*Your goal*. Where a line holds the word "align", copy it from the records.
┌──
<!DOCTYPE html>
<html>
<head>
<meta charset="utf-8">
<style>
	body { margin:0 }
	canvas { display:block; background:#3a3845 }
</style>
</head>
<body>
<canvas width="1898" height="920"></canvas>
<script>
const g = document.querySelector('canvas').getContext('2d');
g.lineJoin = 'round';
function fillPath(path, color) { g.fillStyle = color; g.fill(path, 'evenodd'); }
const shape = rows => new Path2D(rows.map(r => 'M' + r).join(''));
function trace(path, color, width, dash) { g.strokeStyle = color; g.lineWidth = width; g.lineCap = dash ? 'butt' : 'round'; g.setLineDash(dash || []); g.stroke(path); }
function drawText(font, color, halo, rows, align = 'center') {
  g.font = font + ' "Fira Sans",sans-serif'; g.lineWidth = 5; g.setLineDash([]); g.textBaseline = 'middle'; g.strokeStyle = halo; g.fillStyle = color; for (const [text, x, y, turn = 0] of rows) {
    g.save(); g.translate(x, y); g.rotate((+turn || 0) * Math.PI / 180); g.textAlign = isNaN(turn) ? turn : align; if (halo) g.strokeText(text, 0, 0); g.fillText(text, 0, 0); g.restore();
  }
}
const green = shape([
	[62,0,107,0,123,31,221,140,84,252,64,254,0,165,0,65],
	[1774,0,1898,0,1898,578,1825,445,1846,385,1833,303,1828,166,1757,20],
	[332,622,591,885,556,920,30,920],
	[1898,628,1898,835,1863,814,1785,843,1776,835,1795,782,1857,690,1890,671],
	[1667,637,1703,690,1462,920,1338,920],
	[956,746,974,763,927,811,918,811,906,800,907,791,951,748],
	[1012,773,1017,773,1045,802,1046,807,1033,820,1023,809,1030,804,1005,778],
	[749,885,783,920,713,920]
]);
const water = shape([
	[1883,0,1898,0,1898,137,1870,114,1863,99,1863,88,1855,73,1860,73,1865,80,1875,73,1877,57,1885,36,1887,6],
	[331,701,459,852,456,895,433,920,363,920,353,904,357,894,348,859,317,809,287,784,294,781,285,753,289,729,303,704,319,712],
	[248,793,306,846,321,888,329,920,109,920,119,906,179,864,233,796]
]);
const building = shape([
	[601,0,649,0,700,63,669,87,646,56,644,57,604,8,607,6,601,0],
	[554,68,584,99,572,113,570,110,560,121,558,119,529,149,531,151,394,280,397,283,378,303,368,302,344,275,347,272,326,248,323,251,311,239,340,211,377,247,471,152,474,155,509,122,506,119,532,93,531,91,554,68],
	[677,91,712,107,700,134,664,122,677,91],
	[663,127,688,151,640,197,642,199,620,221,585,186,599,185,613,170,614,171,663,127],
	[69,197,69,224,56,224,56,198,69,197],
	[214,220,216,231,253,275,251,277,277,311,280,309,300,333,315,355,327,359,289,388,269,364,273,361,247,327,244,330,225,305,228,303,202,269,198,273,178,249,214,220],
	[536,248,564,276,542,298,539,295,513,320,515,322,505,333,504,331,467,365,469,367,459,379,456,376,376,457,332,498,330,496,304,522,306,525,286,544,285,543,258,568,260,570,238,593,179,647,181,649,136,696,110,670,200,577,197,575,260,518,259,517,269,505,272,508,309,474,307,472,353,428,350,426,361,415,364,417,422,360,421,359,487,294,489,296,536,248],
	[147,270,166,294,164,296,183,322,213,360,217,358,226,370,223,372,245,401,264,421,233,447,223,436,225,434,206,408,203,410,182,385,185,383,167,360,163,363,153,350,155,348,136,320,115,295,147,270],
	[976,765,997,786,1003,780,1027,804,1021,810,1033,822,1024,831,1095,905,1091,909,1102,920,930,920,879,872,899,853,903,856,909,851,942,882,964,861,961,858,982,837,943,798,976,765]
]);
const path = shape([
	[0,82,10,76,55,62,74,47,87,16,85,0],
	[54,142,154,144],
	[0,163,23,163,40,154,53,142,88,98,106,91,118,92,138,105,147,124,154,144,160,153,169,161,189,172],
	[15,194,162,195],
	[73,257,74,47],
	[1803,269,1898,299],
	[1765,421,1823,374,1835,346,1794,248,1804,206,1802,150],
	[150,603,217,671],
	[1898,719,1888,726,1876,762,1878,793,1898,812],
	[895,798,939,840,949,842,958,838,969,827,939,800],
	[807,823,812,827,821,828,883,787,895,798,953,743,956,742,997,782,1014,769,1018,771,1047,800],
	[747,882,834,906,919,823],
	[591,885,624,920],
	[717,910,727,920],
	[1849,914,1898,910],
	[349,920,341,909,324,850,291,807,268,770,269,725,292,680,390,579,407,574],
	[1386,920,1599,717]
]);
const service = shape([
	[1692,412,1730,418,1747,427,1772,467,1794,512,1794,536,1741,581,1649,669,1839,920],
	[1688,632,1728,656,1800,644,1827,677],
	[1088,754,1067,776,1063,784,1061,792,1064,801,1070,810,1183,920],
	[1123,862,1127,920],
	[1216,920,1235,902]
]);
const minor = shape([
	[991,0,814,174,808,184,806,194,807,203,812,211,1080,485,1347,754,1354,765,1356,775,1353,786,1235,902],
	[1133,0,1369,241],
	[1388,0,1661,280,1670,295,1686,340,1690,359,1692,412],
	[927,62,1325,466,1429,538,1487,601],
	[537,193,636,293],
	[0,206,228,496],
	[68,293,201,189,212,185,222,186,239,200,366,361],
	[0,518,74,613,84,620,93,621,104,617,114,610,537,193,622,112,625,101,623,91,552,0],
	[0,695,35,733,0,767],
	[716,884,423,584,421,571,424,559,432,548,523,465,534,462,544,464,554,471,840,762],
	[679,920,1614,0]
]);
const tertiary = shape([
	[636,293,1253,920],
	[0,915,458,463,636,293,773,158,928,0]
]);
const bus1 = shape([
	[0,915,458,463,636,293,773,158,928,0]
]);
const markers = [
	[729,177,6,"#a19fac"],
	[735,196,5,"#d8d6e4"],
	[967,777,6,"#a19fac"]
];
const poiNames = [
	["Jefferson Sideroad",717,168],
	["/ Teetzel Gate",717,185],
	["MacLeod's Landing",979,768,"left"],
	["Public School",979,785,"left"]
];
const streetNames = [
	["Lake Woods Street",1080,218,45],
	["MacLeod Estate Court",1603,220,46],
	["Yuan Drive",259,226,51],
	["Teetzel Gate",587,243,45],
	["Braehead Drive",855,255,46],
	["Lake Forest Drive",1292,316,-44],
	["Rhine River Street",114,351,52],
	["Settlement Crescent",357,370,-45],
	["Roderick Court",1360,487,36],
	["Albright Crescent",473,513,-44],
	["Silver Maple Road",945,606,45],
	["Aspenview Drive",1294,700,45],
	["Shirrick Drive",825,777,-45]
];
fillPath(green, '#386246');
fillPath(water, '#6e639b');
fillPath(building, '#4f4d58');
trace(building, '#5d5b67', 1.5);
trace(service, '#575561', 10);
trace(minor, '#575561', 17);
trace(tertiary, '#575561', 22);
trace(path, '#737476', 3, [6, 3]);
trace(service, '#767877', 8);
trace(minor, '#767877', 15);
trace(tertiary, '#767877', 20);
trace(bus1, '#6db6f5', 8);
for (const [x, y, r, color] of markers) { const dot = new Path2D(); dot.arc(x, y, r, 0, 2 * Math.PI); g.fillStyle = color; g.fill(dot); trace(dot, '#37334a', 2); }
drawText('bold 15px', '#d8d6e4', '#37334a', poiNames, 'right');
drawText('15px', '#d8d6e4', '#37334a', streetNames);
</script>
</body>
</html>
└──
*Solved exercise*.
function drawText(font, color, halo, rows, align = 'center') {
    g.save(); g.translate(x, y); g.rotate((+turn || 0) * Math.PI / 180); g.textAlign = isNaN(turn) ? turn : align; if (halo) g.strokeText(text, 0, 0); g.fillText(text, 0, 0); g.restore();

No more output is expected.